Strengths and Limitations

This study had a number of strengths. It is currently the largest study of experimental pain in a NA sample. It also used numerous pain stimulus modalities that were pseudorandomly ordered to minimize order effects. We also assessed several measures of pain experience. Analyses also controlled for stimulus intensity and sex. Despite these strengths, a few limitations should be noted.
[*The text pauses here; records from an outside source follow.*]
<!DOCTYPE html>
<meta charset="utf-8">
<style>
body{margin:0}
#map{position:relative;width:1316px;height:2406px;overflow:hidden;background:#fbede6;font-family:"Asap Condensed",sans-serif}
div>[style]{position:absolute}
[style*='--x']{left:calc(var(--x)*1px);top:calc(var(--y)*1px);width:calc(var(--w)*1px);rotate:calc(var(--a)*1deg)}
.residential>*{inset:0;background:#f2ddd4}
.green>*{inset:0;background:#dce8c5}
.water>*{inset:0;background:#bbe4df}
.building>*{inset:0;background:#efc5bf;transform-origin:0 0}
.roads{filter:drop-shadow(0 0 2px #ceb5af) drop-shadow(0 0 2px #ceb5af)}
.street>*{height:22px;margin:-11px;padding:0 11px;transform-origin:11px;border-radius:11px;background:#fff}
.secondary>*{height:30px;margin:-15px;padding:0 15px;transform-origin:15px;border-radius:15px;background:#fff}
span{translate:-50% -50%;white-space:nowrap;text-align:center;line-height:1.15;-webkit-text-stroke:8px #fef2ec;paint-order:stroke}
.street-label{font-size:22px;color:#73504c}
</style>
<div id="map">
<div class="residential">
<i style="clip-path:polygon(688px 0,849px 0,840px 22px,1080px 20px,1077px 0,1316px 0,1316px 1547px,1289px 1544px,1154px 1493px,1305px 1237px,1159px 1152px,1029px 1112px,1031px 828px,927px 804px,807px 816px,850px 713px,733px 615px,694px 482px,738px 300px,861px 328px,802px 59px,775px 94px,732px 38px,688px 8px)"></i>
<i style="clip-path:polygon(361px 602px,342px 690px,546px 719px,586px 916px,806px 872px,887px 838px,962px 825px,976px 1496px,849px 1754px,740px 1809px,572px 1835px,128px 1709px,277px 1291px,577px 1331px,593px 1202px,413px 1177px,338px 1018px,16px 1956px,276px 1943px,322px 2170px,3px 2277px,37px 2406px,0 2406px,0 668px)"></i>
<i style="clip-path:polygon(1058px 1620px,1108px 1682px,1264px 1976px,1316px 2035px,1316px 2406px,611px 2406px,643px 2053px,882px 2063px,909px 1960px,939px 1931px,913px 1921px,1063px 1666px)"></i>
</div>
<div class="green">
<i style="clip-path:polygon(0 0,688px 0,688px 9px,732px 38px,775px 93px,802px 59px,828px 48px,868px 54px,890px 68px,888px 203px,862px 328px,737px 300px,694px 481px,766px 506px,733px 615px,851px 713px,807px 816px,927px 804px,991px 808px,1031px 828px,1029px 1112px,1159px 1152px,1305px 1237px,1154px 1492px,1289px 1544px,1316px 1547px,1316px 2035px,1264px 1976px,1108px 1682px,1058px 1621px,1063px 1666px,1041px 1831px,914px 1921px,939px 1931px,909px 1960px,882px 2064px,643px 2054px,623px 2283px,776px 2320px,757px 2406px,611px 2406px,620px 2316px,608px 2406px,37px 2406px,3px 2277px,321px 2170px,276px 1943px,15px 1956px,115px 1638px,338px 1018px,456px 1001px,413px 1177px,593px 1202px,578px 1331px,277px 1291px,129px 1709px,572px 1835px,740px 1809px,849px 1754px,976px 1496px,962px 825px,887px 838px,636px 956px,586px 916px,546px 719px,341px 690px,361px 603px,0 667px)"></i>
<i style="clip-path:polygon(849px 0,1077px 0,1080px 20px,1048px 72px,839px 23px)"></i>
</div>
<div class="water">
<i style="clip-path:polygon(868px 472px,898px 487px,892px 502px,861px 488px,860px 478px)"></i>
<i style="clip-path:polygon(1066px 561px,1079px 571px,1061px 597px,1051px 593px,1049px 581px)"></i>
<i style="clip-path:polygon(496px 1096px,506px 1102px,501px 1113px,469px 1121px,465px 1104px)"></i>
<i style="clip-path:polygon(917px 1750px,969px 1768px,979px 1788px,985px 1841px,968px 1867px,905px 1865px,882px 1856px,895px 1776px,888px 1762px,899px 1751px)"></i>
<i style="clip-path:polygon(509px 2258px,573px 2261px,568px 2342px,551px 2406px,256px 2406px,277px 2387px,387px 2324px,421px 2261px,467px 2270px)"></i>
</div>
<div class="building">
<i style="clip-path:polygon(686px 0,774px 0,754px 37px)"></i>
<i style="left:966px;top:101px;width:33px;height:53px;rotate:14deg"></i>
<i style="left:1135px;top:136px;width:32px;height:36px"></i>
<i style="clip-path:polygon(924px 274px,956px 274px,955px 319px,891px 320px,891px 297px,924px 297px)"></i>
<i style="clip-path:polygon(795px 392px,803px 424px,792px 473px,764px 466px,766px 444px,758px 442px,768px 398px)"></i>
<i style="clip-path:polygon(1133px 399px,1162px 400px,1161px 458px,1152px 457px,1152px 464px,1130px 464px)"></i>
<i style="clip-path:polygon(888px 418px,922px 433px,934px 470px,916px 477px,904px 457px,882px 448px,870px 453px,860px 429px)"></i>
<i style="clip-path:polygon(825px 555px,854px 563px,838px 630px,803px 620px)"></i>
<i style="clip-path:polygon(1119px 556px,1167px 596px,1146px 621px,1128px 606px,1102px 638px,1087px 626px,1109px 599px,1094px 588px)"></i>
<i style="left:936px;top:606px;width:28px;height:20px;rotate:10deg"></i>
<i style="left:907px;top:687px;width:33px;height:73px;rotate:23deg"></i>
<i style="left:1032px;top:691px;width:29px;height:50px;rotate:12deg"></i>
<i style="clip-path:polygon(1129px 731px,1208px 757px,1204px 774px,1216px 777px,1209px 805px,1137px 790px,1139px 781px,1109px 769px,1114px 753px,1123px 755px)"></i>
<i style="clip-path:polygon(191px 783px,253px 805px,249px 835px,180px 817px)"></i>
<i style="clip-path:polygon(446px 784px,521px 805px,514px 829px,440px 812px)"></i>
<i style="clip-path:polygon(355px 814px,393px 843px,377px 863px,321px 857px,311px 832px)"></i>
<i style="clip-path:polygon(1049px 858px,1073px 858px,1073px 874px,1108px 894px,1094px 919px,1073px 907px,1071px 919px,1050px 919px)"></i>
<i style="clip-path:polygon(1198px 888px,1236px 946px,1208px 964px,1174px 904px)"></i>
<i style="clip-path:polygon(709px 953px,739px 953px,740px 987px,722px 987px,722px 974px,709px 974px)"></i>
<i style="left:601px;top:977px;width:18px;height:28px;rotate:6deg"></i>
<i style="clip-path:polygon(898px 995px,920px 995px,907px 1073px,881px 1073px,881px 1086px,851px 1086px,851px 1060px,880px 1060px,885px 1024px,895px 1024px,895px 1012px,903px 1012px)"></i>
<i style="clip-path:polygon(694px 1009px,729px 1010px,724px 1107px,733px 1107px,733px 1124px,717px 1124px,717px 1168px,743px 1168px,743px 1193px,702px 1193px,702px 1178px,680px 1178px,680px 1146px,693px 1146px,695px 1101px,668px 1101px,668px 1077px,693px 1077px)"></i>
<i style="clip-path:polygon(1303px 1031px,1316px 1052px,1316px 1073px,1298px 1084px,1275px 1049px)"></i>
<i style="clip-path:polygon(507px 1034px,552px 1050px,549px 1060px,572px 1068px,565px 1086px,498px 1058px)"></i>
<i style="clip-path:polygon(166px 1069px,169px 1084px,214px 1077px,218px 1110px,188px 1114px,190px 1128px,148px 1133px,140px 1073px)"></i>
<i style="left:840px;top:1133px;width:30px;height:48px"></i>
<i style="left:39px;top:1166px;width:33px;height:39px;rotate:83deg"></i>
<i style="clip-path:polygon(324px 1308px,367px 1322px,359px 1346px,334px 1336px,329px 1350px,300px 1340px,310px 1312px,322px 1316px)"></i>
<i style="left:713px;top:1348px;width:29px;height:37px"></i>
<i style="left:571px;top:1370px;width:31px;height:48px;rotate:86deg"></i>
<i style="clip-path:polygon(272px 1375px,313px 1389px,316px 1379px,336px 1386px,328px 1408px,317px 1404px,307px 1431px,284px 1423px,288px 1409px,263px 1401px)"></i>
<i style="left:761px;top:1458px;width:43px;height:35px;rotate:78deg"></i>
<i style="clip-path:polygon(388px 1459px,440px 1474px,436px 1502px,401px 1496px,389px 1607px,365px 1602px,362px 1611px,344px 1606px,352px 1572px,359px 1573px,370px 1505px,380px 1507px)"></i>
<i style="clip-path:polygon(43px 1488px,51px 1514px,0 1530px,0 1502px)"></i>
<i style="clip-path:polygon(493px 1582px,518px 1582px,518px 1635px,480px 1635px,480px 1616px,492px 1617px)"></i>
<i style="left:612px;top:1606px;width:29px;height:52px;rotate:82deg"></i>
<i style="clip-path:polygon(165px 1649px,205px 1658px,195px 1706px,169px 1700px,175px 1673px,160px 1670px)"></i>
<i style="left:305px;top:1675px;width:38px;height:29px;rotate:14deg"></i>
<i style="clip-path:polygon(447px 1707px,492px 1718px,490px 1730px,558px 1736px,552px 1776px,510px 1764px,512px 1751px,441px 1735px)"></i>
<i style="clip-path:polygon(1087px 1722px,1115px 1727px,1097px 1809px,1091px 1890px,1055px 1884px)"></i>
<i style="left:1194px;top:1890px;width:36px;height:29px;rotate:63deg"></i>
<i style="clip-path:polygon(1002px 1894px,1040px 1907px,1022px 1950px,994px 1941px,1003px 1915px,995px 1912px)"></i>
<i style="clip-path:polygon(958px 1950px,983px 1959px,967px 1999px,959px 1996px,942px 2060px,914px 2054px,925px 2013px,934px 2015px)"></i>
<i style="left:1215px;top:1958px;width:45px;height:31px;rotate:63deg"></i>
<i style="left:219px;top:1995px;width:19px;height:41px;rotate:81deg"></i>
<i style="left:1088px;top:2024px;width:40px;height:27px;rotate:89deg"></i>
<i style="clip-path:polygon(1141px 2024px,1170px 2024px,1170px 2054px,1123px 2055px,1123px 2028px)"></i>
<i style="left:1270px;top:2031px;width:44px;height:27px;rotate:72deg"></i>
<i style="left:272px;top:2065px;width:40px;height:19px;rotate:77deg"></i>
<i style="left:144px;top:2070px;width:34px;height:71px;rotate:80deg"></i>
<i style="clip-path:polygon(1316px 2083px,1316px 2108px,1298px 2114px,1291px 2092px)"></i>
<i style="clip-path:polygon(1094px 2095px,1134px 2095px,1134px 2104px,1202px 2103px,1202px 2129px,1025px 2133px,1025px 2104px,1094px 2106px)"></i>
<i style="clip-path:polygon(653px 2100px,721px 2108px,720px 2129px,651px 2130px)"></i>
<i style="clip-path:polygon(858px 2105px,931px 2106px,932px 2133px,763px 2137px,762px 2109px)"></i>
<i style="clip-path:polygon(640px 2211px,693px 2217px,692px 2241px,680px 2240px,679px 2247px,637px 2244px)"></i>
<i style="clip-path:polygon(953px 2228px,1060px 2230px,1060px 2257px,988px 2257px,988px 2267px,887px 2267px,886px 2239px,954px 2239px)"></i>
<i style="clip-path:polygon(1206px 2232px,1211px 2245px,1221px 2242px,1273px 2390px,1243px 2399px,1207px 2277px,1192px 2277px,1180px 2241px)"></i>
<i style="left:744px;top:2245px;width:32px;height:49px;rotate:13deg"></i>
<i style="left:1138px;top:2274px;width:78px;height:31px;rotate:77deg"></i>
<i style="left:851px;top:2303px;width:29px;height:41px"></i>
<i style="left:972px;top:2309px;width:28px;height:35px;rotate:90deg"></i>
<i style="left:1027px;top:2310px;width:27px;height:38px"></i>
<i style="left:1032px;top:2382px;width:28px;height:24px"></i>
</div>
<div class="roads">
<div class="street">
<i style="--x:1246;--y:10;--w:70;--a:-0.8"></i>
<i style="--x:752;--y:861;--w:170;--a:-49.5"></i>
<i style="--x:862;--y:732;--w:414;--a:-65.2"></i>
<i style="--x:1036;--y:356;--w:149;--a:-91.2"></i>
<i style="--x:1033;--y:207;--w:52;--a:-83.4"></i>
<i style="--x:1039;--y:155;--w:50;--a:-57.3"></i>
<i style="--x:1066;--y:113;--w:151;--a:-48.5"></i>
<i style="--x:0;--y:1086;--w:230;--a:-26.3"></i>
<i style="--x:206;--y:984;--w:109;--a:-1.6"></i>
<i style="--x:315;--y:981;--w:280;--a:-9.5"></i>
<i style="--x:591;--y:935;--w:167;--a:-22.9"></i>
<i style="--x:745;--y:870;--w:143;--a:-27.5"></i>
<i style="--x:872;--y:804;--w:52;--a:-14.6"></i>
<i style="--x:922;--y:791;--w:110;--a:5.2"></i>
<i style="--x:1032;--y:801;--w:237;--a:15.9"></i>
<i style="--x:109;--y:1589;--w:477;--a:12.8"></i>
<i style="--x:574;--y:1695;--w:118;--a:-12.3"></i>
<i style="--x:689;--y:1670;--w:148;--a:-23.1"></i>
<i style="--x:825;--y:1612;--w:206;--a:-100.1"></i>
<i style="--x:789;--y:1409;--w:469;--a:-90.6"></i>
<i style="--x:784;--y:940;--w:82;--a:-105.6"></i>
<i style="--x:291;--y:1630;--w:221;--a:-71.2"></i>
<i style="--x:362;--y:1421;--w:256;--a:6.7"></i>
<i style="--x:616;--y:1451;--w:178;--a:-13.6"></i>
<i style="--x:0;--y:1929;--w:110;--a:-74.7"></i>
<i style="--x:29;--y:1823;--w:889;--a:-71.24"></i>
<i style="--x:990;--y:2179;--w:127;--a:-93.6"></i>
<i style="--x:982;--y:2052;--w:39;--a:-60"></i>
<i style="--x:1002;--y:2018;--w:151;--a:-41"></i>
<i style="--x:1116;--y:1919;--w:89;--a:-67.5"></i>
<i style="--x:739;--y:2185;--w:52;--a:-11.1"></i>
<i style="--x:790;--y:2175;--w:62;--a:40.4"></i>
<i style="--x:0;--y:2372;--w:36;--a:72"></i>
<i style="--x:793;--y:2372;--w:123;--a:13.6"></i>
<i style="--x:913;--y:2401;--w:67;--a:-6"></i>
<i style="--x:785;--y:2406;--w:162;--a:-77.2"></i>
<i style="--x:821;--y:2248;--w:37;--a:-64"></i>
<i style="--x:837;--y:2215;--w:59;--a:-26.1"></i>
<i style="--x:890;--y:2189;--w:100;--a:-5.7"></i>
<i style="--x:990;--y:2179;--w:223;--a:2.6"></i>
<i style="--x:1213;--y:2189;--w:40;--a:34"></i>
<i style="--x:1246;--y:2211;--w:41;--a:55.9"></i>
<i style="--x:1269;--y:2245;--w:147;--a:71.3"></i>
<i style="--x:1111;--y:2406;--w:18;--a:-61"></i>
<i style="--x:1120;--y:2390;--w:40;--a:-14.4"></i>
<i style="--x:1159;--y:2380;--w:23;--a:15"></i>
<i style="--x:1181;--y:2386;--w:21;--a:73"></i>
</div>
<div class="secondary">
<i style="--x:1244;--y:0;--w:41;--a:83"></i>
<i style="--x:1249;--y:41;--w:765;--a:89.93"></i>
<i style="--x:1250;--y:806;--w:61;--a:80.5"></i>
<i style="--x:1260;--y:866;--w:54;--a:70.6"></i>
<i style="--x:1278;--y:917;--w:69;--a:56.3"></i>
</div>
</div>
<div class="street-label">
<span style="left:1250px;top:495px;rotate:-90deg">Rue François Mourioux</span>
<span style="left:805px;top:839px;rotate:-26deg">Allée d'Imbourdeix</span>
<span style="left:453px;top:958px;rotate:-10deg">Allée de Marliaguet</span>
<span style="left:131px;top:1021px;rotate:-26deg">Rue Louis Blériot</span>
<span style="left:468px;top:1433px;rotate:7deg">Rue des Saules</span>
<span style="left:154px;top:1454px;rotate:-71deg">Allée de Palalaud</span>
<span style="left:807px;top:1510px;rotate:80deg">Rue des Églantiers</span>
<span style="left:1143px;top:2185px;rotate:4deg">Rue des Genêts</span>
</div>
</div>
First, this study was conducted in healthy, pain-free individuals in order to determine whether group differences in pain processing exist that could contribute to chronic pain risk. This helps ensure that observed group differences are not due to differences in disease status or access to health care. As a result, we cannot know whether these findings will generalize to NAs experiencing chronic pain. Moreover, it meant that many of our participants were young adults; thus, results may not generalize to older individuals. Second, NA women were more likely to quit before completing all tasks. Thus, it is possible that our results will not generalize to all NA women. That said, non-completers were not systematically different than completers on other background variables. Related, our NA sample was recruited mostly from northeastern Oklahoma where NAs are not reservation-dwelling. Future studies should determine if our results generalize to NAs from other geographical regions. Third, although we varied the order of pain tasks and scheduled mandatory breaks in between most tasks, several tasks occurred each day. Therefore, it is possible that some carryover occurred, perhaps masking other racial/ethnic differences. And finally, although we adjusted our alpha level, it is possible that the numerous hypothesis tests resulted in inflation of Type I error rate.

Summary

In sum, NAs experienced greater sensory, pain-related anxiety, and catastrophizing reactions to laboratory pain. Given the potential for anxiety and catastrophic thoughts to amplify pain, these enhanced reactions in NAs may, at least partly, explain the greater prevalence of pain in this population.

Highlights.

  • Native Americans (NAs) experienced greater pain reactivity than non-Hispanic whites

  • Reactivity differences were noted for sensory ratings, anxiety, and catastrophizing

  • This might place them at risk for pain disorders

Conflicts of Interest and Source of Funding:

This research was supported by the National Institute on Minority Health and Health Disparities of the National Institute of Health under Award Number R01MD007807. Edward Lannon, Shreela Palit, and Yvette Güereca were supported by a National Science Foundation Graduate Research Fellowship Program. The content is solely the responsibility of the authors and does not necessarily reflect the views of the National Institutes of Health, National Science Foundation, Indian Health Service, or the Cherokee Nation. The authors report no conflicts of interest.